Bit Distribution Study and Implementation of Spatial Quality Map in the JPEG-AI Standardization
Panqi Jia, Jue Mao, Esin Koyuncu, A. Burakhan Koyuncu, Timofey Solovyev, Alexander Karabutov, Yin Zhao, Elena Alshina, Andre Kaup
TL;DR
This work analyzes spatial bit distribution in JPEG-AI VM and VVC intra by constructing Bit Distribution Maps (BDMs) and introduces a spatial quality index map $Q$ to enable region-wise quantization. JPEG-AI VM operates on fixed $16\times16$ latent blocks, whereas VVC intra uses variable block sizes, and the study finds VVC exhibits higher BD-M variance, but the analysis suggests gains in JPEG-AI VM are not solely due to distribution flexibility. The method multiplies the latent tensor by $Q$ and signals $Q$ via the integer index with $Q_s = 2^{\frac{Q}{4}}$ and a predictor-based $\Delta Q = Q - Q_{pred}$, enabling ROI coding and improved PSNR-Y, with gains up to about $0.45$ dB in some cases and bitrate changes up to $7.1\%$. The results indicate that leveraging VVC-derived spatial strategies can further boost JPEG-AI VM performance, though encoder complexity poses practical constraints; overall, spatial quality maps offer a viable route to narrow the gap between JPEG-AI VM and VVC.
Abstract
Currently, there is a high demand for neural network-based image compression codecs.

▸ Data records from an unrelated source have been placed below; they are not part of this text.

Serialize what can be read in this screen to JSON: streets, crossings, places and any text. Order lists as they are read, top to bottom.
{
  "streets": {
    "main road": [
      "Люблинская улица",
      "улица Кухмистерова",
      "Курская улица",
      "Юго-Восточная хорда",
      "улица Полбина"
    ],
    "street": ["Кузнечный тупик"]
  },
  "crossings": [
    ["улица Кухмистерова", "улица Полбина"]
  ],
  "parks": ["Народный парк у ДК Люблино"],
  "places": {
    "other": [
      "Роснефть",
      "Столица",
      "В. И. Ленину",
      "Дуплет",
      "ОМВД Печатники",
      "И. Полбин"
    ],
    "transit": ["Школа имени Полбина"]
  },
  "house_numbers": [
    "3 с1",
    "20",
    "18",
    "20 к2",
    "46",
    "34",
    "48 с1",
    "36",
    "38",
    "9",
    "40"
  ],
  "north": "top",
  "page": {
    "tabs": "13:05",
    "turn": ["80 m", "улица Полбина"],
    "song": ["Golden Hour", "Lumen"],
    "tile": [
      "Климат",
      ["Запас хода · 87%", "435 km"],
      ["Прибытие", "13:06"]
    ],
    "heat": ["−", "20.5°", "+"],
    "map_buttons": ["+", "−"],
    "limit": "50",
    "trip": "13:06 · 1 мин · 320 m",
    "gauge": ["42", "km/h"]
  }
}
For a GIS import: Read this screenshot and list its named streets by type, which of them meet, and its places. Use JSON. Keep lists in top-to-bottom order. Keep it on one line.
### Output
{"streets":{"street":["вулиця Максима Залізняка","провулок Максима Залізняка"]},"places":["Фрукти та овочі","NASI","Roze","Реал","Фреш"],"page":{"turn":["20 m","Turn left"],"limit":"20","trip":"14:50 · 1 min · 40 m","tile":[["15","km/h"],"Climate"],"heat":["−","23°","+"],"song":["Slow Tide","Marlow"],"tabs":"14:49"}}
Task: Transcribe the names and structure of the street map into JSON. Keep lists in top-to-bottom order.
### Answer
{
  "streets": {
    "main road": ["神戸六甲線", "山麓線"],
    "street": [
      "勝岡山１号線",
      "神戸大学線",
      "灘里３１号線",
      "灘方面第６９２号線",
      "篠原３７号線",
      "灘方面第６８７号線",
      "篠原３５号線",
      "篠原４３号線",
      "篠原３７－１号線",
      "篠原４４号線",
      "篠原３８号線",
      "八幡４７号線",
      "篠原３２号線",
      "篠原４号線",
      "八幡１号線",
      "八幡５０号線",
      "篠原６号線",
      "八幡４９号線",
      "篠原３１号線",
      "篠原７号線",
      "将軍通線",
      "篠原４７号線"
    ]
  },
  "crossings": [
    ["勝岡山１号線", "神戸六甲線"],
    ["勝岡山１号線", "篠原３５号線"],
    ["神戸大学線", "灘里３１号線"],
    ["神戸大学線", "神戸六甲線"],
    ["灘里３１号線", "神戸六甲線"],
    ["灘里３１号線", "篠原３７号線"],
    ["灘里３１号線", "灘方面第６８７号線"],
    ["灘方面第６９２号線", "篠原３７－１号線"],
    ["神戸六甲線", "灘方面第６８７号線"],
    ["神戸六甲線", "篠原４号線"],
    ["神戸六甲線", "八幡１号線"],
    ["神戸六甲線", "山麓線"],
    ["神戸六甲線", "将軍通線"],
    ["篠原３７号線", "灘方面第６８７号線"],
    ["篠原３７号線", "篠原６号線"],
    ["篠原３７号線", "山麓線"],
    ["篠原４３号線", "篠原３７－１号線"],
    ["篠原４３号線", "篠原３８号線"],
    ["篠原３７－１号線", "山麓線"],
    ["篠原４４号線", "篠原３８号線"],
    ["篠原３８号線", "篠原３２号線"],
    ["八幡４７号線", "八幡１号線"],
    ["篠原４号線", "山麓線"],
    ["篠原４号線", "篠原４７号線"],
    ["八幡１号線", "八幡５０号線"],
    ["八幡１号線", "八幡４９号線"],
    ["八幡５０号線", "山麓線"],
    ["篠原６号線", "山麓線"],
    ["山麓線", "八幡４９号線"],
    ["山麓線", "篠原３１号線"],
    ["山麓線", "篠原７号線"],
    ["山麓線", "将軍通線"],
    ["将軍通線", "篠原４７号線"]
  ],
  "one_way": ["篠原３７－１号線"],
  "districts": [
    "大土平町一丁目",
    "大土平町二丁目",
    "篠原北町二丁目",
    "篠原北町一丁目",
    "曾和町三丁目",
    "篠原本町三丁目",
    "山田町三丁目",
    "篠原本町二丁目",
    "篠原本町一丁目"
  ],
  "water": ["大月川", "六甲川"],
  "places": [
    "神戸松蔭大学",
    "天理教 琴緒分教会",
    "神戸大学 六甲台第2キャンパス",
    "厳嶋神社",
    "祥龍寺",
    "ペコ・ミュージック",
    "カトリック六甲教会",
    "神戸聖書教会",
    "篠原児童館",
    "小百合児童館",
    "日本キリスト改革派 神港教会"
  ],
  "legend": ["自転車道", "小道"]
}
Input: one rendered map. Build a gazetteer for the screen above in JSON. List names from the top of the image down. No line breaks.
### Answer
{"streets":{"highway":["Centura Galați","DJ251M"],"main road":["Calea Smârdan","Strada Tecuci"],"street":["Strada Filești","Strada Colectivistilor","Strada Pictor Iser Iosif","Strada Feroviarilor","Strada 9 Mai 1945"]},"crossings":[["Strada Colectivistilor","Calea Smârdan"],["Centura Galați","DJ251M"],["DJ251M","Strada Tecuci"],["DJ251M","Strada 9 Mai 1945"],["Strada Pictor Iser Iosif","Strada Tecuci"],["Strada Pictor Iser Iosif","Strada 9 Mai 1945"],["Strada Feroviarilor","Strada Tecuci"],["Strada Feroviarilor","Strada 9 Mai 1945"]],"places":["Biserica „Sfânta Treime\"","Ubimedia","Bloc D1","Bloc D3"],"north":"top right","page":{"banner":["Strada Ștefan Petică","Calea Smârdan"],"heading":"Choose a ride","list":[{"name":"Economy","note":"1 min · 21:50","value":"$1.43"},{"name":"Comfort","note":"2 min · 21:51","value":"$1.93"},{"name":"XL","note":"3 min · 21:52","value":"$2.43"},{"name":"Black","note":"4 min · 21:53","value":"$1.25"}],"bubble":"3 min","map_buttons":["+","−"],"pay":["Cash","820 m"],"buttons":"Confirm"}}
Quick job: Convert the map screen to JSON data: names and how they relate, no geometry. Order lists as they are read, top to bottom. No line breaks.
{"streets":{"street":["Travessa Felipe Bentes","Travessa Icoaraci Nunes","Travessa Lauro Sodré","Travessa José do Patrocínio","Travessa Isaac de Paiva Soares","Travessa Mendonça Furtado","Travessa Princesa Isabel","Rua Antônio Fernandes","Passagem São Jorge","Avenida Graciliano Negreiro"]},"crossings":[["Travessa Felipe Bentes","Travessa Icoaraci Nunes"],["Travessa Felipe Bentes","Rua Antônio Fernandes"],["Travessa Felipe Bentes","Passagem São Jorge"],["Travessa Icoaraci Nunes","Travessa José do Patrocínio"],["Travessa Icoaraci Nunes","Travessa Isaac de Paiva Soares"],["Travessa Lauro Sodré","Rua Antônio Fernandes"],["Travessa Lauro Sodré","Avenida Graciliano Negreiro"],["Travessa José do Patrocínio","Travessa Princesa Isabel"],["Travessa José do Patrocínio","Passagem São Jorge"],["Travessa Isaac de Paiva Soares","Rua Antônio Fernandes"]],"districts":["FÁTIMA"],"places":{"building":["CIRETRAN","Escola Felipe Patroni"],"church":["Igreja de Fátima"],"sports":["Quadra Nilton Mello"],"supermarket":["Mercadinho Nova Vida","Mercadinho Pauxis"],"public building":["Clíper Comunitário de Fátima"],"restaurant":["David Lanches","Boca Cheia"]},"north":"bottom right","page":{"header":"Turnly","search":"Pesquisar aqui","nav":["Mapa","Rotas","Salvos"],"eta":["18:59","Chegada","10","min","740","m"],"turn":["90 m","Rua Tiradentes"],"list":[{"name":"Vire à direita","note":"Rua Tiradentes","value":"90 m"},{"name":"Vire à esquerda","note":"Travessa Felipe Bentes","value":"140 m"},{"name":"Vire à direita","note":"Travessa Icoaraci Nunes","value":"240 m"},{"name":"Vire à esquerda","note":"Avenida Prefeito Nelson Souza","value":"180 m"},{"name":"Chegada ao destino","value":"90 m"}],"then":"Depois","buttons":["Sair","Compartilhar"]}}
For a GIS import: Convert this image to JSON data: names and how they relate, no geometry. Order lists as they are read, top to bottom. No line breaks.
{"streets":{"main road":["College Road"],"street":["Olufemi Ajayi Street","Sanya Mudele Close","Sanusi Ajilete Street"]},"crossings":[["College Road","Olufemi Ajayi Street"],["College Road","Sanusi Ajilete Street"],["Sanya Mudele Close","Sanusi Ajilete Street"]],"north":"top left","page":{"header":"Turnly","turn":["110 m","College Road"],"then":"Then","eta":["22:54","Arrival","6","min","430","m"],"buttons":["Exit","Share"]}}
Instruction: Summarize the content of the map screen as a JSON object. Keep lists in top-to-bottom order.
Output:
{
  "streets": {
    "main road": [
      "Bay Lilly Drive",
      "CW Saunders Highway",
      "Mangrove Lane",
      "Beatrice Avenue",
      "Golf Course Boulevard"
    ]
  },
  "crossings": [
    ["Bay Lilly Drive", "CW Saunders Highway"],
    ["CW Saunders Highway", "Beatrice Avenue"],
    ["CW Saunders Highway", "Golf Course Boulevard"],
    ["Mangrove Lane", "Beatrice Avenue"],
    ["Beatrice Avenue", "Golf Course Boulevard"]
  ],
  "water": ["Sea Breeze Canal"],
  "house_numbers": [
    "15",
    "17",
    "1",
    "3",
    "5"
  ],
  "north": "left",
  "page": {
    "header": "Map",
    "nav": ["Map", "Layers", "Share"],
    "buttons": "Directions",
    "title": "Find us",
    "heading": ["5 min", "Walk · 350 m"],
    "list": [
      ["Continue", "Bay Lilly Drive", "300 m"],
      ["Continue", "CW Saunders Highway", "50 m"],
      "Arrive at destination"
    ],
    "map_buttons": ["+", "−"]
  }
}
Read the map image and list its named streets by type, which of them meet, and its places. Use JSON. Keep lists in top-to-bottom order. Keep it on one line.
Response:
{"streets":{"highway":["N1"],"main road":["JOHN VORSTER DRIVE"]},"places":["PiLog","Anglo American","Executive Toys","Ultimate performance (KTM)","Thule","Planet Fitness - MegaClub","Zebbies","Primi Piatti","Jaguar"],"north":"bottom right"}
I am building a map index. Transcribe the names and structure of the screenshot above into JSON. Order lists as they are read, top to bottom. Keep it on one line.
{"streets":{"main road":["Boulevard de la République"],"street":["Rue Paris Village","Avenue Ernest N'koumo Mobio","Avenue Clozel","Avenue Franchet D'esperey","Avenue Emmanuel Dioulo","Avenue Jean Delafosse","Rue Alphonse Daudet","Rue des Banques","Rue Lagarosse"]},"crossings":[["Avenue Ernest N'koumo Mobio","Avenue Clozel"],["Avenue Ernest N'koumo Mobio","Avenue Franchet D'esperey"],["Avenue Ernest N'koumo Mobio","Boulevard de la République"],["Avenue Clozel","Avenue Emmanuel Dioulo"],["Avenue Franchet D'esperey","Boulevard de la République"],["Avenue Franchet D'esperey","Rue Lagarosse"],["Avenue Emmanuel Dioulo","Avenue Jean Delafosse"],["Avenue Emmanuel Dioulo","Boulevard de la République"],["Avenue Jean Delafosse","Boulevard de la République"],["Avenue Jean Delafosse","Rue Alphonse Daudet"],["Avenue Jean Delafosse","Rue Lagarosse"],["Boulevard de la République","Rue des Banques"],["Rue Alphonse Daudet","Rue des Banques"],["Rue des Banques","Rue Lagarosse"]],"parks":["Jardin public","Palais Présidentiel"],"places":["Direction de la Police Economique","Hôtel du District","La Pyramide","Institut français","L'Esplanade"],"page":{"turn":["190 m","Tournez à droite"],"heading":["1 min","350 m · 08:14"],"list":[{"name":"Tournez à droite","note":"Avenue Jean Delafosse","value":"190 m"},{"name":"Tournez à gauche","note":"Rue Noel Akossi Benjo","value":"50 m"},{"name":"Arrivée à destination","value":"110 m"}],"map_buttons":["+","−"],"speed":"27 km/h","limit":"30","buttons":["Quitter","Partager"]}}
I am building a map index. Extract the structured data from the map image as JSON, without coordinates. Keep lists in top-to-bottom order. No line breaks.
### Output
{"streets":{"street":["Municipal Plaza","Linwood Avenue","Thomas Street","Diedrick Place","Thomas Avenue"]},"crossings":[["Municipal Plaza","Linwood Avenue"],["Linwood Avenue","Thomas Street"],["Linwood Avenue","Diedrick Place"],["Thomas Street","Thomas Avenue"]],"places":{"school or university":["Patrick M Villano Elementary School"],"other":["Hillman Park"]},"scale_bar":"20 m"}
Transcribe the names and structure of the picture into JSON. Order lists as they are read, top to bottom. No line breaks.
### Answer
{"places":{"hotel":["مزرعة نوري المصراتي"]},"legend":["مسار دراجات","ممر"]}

These codecs employ non-linear transforms to create compact bit representations and facilitate faster coding speeds on devices compared to the hand-crafted transforms used in classical frameworks. The scientific and industrial communities are highly interested in these properties, leading to the standardization effort of JPEG-AI. The JPEG-AI verification model has been released and is currently under development for standardization. Utilizing neural networks, it can outperform the classic codec VVC intra by over 10% BD-rate operating at base operation point. Researchers attribute this success to the flexible bit distribution in the spatial domain, in contrast to VVC intra's anchor that is generated with a constant quality point. However, our study reveals that VVC intra displays a more adaptable bit distribution structure through the implementation of various block sizes. As a result of our observations, we have proposed a spatial bit allocation method to optimize the JPEG-AI verification model's bit distribution and enhance the visual quality. Furthermore, by applying the VVC bit distribution strategy, the objective performance of JPEG-AI verification mode can be further improved, resulting in a maximum gain of 0.45 dB in PSNR-Y.